JMoney RCP is a personal finance (accounting) manager written in Java. It is built using the Eclipse RCP and can be extended using plug-ins. If you wish your accounts program had a feature specific to your needs, download JMoney RCP and write a plugin.
Plug-in Overview
No accounting program can hope to include all the features required by users. Attempts to provide features required by users usually result in a bloated and difficult to maintain program. Some users are happy with most features of an accounting program but have specialized requirements. Some users have data stored in existing databases and wish to leave the data in the database and have an accounting program that can work with the data. Users may have additional data that they want to store with each account, category or entry. JMoney addresses all of these requirements and more through its support for plug-ins.

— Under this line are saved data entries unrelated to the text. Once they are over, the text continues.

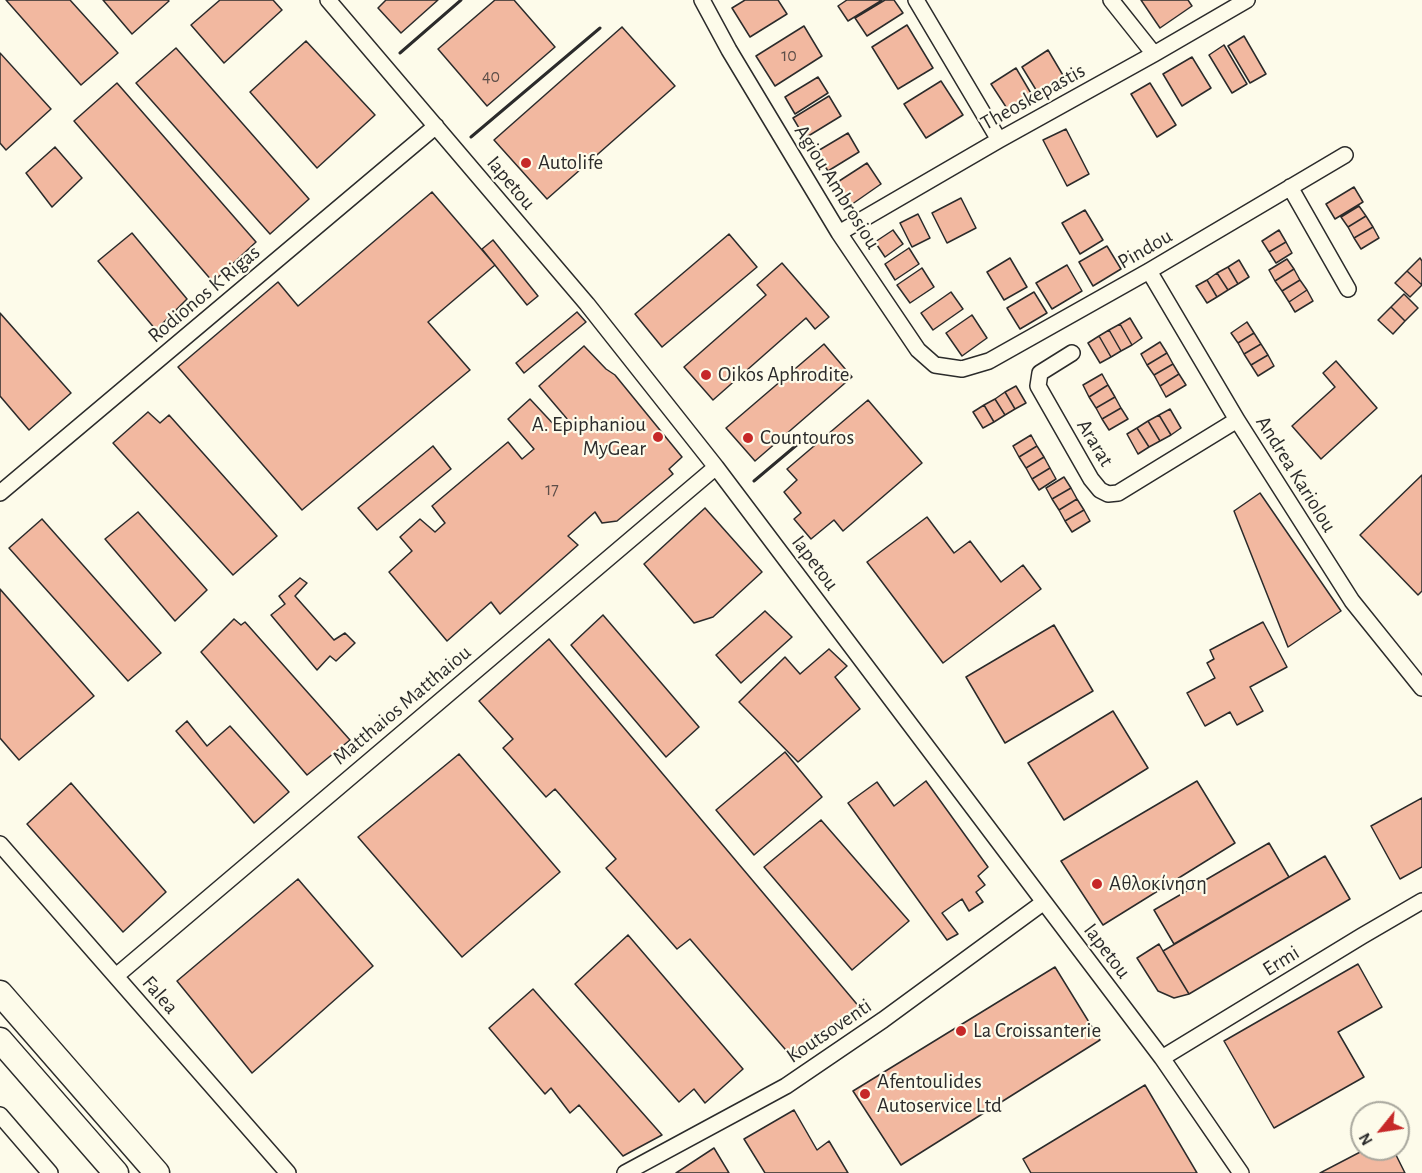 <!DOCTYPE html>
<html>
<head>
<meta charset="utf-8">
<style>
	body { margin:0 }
	#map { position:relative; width:1422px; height:1173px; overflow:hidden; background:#fdfbea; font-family:"Alegreya Sans",sans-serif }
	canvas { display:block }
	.north { position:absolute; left:1350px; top:1101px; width:60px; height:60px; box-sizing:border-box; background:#fdfbea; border:2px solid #a9a89e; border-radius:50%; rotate:240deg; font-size:16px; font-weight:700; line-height:24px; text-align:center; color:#2b2b2b }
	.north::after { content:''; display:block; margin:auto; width:21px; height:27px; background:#c62828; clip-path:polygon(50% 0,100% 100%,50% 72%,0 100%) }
</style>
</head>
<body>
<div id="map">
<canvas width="1422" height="1173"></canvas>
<div class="north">N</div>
</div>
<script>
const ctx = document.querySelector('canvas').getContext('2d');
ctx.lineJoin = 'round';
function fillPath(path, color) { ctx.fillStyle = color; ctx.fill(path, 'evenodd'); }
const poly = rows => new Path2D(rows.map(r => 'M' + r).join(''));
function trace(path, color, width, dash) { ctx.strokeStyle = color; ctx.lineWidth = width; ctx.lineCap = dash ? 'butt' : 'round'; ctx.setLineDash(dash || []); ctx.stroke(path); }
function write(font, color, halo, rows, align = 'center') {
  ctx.font = font + ' "Alegreya Sans",sans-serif'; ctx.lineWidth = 4.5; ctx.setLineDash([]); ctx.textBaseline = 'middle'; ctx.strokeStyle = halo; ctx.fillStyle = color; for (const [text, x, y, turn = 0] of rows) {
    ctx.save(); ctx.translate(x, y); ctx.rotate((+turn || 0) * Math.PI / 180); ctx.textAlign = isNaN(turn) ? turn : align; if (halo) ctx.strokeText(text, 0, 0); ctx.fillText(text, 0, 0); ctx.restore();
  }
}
const building = poly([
	[6,0,70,0,118,53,81,85,6,0],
	[103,0,168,0,169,1,132,34,103,0],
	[220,0,273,0,282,10,224,63,191,25,220,0],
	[386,0,438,0,401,33,378,8,386,0],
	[495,0,514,0,555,47,487,106,438,49,495,0],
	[745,0,778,0,787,14,750,37,732,8,745,0],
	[847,0,882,0,848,21,838,6,847,0],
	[885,0,894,0,903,13,867,36,855,18,885,0],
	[1141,0,1188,0,1192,6,1160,28,1141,0],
	[907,25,933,68,898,89,872,47,907,25],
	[804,26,822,56,775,86,756,56,804,26],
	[622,27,675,86,547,199,494,140,622,27],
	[1244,36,1266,74,1250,83,1228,46,1244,36],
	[306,41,375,115,317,168,250,92,306,41],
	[1224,45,1247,84,1232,93,1209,55,1224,45],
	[176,48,309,199,270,234,136,83,176,48],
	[1048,50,1067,82,1041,98,1022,67,1048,50],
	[0,53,51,109,6,150,0,143,0,53],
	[1192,57,1211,88,1182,106,1163,74,1192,57],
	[1016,68,1032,95,1008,110,991,84,1016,68],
	[818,77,828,93,795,114,785,97,818,77],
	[941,81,963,115,926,138,904,104,941,81],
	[117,83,256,242,213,282,74,121,117,83],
	[1150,83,1176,125,1157,137,1131,94,1150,83],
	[829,96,841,116,805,138,793,118,829,96],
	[1066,129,1089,174,1067,186,1043,140,1066,129],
	[848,133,859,152,828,171,816,152,848,133],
	[55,147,82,178,52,207,26,173,55,147],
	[867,163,881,184,848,207,833,185,867,163],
	[1354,187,1363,202,1335,219,1326,204,1354,187],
	[432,192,495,265,428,322,470,370,302,510,178,367,278,282,298,306,432,192],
	[961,198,976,228,947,243,932,213,961,198],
	[1359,206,1366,216,1348,227,1341,217,1359,206],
	[1085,210,1103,240,1080,254,1062,223,1085,210],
	[918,214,930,238,912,247,900,223,918,214],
	[1366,216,1373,227,1354,238,1348,227,1366,216],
	[1373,227,1379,238,1361,249,1354,238,1373,227],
	[893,230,903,244,885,257,875,242,893,230],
	[1279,230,1286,242,1269,252,1262,241,1279,230],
	[132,233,187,299,156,330,98,261,132,233],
	[729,234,757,267,662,347,635,314,729,234],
	[493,240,538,296,527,305,482,249,493,240],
	[1286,242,1292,253,1276,263,1269,252,1286,242],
	[1107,246,1121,269,1093,286,1079,262,1107,246],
	[909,248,919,264,895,280,885,264,909,248],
	[1010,258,1027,287,1004,300,987,272,1010,258],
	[1420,258,1422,261,1422,285,1407,271,1420,258],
	[1287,259,1294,269,1275,281,1269,270,1287,259],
	[1239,260,1249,277,1238,284,1228,267,1239,260],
	[782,263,829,317,815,329,806,318,713,400,684,367,766,295,757,285,782,263],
	[1067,265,1082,291,1052,309,1036,283,1067,265],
	[1228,267,1238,284,1228,290,1217,273,1228,267],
	[922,268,934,287,910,303,897,285,922,268],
	[1294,269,1300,280,1282,291,1275,281,1294,269],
	[1407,271,1422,285,1410,297,1395,283,1407,271],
	[1217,273,1228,290,1217,297,1207,280,1217,273],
	[1207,280,1217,297,1207,303,1196,286,1207,280],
	[1300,280,1307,290,1289,302,1282,291,1300,280],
	[1307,290,1313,301,1295,312,1289,302,1307,290],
	[951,292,963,309,933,330,921,313,951,292],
	[1034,292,1047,313,1020,329,1007,308,1034,292],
	[1404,294,1418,308,1405,321,1391,307,1404,294],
	[1391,307,1405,321,1393,334,1378,320,1391,307],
	[577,312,586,322,524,373,516,363,577,312],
	[0,313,71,393,29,430,0,396,0,313],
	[972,315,987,338,962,356,946,333,972,315],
	[1130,318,1142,338,1132,345,1120,324,1130,318],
	[1247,322,1254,333,1238,343,1231,333,1247,322],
	[1120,324,1132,345,1121,351,1109,330,1120,324],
	[1109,330,1121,351,1111,357,1099,336,1109,330],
	[1254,333,1261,344,1244,354,1238,343,1254,333],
	[1099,336,1111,357,1100,363,1088,343,1099,336],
	[1160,342,1167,353,1147,365,1141,354,1160,342],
	[824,344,852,377,755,461,726,428,824,344],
	[1261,344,1268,355,1251,365,1244,354,1261,344],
	[584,346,606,369,615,375,682,457,669,469,673,474,617,521,602,523,595,512,568,536,578,545,500,614,491,602,447,641,389,572,412,551,400,537,420,519,435,532,445,523,432,506,508,442,522,459,534,449,508,419,530,399,558,429,568,420,539,386,584,346],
	[1167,353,1173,364,1154,375,1147,365,1167,353],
	[1268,355,1274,366,1258,376,1251,365,1268,355],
	[1336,361,1377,408,1321,459,1292,426,1335,387,1323,373,1336,361],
	[1173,364,1179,374,1160,386,1154,375,1173,364],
	[1102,374,1108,385,1089,397,1083,385,1102,374],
	[1179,374,1186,385,1166,397,1160,386,1179,374],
	[1108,385,1115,397,1096,408,1089,397,1108,385],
	[1016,386,1026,403,1015,409,1005,392,1016,386],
	[1005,392,1015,409,1005,415,995,399,1005,392],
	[1115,397,1121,408,1102,419,1096,408,1115,397],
	[995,399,1005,415,994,422,984,405,995,399],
	[868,400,922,463,843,531,834,520,811,539,794,519,801,513,784,492,797,480,787,469,868,400],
	[984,405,994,422,983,428,973,412,984,405],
	[1121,408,1128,419,1109,430,1102,419,1121,408],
	[1170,409,1181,428,1171,435,1159,415,1170,409],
	[148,412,160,423,169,415,277,536,233,575,113,443,148,412],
	[1159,415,1171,435,1160,441,1148,421,1159,415],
	[1148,421,1160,441,1149,447,1137,428,1148,421],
	[1137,428,1149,447,1138,454,1127,434,1137,428],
	[1031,435,1037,446,1019,457,1013,446,1031,435],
	[433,446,451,469,377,530,358,508,433,446],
	[1037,446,1044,457,1026,468,1019,457,1037,446],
	[1044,457,1050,468,1032,479,1026,468,1044,457],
	[1050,468,1056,479,1039,490,1032,479,1050,468],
	[1422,475,1422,591,1418,595,1360,535,1422,475],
	[1064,477,1071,488,1052,499,1046,488,1064,477],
	[1071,488,1077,499,1059,510,1052,499,1071,488],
	[1260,493,1341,611,1288,647,1234,511,1260,493],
	[1077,499,1084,510,1065,521,1059,510,1077,499],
	[705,508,762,572,713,617,694,623,644,564,705,508],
	[1084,510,1090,521,1072,532,1065,521,1084,510],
	[138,512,207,590,175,621,105,539,138,512],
	[927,517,954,553,970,541,1001,582,1023,565,1041,589,943,663,867,562,927,517],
	[42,519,161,653,128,681,9,548,42,519],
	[300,578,307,583,295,596,334,640,345,633,355,643,336,661,330,656,317,670,271,615,285,604,279,596,300,578],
	[0,589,94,696,19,760,0,738,0,589],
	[765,611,792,637,741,683,716,655,765,611],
	[603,615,699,727,666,757,571,645,603,615],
	[234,619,241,625,245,622,350,740,307,775,201,652,234,619],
	[1263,622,1287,667,1250,687,1263,711,1237,725,1230,712,1205,726,1187,693,1215,678,1207,663,1214,659,1210,650,1263,622],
	[1054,625,1093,691,1005,743,966,677,1054,625],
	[549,639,861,1009,791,1056,690,939,677,949,606,868,616,859,555,789,546,797,503,748,513,739,479,701,549,639],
	[829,649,847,666,835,677,860,709,798,762,739,702,785,657,800,674,829,649],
	[1113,711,1148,768,1064,820,1028,763,1113,711],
	[187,721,207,746,230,726,289,792,254,823,176,731,187,721],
	[785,752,822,797,754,855,716,810,785,752],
	[459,754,560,872,462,957,358,837,459,754],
	[926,781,988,867,978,876,985,885,976,892,983,902,969,911,962,899,942,913,958,934,947,940,848,803,877,782,894,806,926,781],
	[1197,781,1235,843,1103,925,1061,861,1197,781],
	[71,783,166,892,123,932,27,824,71,783],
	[1422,798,1422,867,1400,879,1371,826,1422,798],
	[821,820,909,921,852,970,764,867,821,820],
	[1269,843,1289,877,1174,944,1154,910,1269,843],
	[1325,856,1350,899,1189,994,1163,951,1325,856],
	[298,879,373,966,252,1073,177,981,298,879],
	[628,935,743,1069,705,1103,694,1089,679,1102,575,984,628,935],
	[1159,944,1163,951,1189,994,1174,998,1158,991,1137,958,1159,944],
	[1358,964,1382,1007,1338,1032,1364,1077,1274,1128,1224,1041,1358,964],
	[1055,967,1100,1040,901,1165,853,1091,1055,967],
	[533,989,662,1135,623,1156,579,1105,570,1113,551,1088,545,1094,489,1028,533,989],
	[1145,1085,1197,1173,1031,1173,1023,1159,1145,1085],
	[794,1110,817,1150,829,1141,848,1173,765,1173,744,1139,794,1110],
	[714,1148,729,1173,676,1173,714,1148],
	[1366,1149,1393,1149,1405,1173,1320,1173,1366,1149]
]);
fillPath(building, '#f2b8a0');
trace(building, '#2b2b2b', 1.5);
const minor = poly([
	[328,0,587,304,716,467,1044,902,1162,1058,1241,1173],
	[702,0,729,50,839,233,918,350,935,365,962,369,989,361,1149,271,1345,155],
	[916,0,999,140],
	[1111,0,1154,54],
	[1290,187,1348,289],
	[839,233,999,140,1154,54,1247,0],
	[1149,271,1237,420,1352,601,1422,688],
	[1072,353,1040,373,1038,386,1091,479,1100,490,1108,494,1118,493,1237,420],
	[0,493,436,126],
	[0,844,288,1173],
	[116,976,716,467],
	[1162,1058,1362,936,1422,901],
	[0,1115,50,1173],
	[625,1173,786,1086,883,1020,1044,902]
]);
const trunk = poly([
	[0,993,157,1173],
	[0,1040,116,1173]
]);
trace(minor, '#2b2b2b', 18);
trace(trunk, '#2b2b2b', 27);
trace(minor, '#fdfbea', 15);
trace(trunk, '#fdfbea', 24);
trace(poly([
	[400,53,461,0],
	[471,137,600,28],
	[754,481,805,438]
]), '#2b2b2b', 3);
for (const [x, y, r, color] of [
	[526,163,6,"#c62828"],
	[706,375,6,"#c62828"],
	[658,437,6,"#c62828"],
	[748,438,6,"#c62828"],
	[1097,884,6,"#c62828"],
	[961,1031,6,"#c62828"],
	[865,1094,6,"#c62828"]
]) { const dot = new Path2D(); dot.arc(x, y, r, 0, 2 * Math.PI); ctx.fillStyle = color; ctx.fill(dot); trace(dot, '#fdfbea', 2); }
write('18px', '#5d4e48', null, [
	["10",789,56],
	["40",491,77],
	["17",552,490]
]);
write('21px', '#2b2b2b', '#fdfbea', [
	["Theoskepastis",1033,97,-29],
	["Iapetou",511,183,50],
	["Agiou Ambrosiou",837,187,58],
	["Pindou",1145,249,-30],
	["Rodionos K Rigas",204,294,-40],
	["Ararat",1095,443,59],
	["Andrea Kariolou",1296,474,58],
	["Iapetou",815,563,53],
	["Matthaios Matthaiou",402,705,-40],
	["Iapetou",1107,951,53],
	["Ermi",1281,961,-32],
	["Falea",160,995,49],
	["Koutsoventi",829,1031,-34]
]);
write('21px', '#2b2b2b', '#fdfbea', [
	["Autolife",538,163],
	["Oikos Aphrodite",718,375],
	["A. Epiphaniou",646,425,"right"],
	["MyGear",646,449,"right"],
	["Countouros",760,438],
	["Αθλοκίνηση",1109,884],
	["La Croissanterie",973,1031],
	["Afentoulides",877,1082],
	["Autoservice Ltd",877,1106]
], 'left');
</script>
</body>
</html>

In order to support plug-ins, JMoney has been re-written to run on top of the Eclipse 3.3 Rich Client Platform. The full power of the Eclipse plug-in framework makes the JMoney finance manager a powerful extensible accounting framework. In addition to all the usual extension points provided by Eclipse for adding views, menu items, actions etc., the JMoney framework provides extension points for extending the data model. Plug-ins can add new properties to accounts, transactions, categories, entries and any other class of object in the data model. Plug-ins can add new classes that are derived from existing classes in the data model. Plug-ins may add new base classes to the data model. The JMoney framework also allows plug-ins to be developed that implement a datastore. Users may thus chose to store their JMoney accounts in, for example, a local XML file, an SQL database, or even a mixture of different datastore types.
It is expected that a large number of plug-ins will be developed. Plug-ins are planned for graphs, online banking (HBCI), etc.